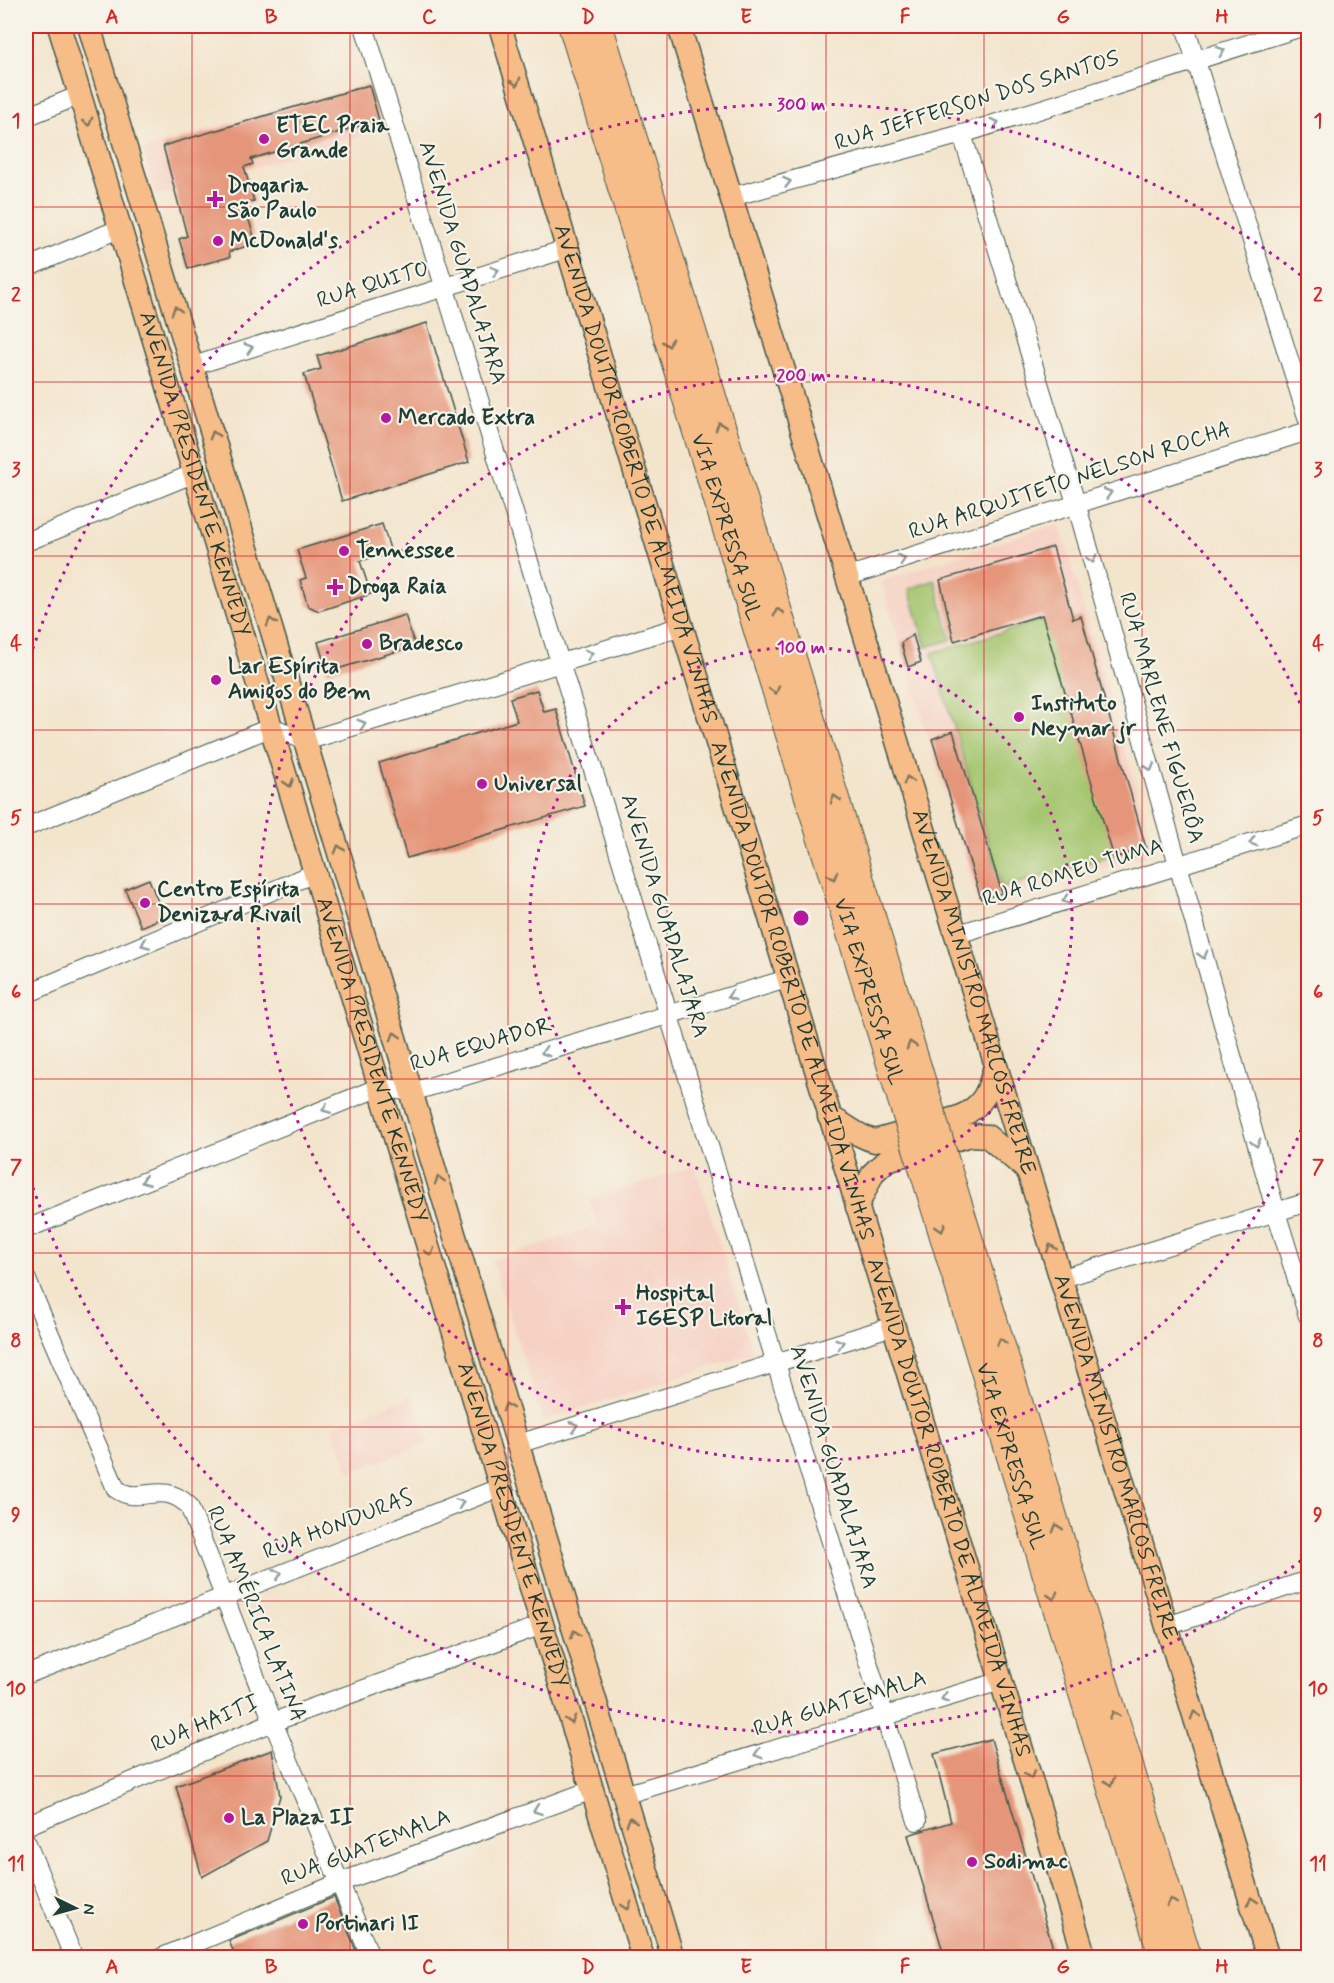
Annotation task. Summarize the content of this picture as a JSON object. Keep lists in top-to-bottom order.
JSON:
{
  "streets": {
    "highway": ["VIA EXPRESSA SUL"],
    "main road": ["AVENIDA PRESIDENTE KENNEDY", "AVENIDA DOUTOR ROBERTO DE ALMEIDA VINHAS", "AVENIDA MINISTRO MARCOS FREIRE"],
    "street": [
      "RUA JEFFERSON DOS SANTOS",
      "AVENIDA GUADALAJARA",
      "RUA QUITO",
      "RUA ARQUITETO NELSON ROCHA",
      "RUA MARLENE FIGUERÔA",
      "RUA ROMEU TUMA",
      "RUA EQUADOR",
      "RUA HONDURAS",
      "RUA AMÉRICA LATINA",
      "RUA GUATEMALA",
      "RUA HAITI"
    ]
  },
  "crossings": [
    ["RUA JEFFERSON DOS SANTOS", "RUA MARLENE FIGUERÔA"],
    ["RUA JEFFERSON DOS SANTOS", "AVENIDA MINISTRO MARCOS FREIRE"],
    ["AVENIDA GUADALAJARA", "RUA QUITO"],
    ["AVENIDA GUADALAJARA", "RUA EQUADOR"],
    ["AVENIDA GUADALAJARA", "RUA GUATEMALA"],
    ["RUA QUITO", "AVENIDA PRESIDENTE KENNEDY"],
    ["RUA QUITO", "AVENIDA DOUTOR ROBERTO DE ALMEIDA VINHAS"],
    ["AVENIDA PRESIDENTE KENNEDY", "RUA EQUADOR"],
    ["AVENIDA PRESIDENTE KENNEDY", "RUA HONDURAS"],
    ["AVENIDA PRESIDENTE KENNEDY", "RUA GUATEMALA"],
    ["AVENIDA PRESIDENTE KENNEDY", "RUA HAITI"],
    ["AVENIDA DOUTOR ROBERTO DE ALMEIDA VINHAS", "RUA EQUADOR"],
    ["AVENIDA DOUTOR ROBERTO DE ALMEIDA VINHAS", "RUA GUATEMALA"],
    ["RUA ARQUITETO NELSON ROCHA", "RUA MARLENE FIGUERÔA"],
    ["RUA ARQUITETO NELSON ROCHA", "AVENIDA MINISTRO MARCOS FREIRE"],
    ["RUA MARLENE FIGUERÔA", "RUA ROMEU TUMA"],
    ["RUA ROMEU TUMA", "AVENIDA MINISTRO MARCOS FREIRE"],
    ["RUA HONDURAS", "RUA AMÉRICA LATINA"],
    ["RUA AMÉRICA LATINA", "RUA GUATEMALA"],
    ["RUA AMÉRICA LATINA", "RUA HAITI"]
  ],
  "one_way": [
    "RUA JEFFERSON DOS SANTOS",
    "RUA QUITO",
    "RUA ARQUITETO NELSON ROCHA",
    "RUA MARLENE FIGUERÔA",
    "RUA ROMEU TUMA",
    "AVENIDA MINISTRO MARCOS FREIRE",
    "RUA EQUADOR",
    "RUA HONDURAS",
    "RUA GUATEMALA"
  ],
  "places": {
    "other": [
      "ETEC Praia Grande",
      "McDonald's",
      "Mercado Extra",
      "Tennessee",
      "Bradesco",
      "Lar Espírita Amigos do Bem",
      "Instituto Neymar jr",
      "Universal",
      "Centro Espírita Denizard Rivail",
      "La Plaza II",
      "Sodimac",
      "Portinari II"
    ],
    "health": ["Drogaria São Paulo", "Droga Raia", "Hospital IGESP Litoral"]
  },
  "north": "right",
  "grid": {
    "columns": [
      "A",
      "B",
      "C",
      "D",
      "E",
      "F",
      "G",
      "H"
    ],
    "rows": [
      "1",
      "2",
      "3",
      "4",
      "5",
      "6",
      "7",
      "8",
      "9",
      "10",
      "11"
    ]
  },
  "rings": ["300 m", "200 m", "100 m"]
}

§ Task to complete
Count each line of the listing above that holds the string "EQUADOR", and state that count without anything added.

§ Solution below
5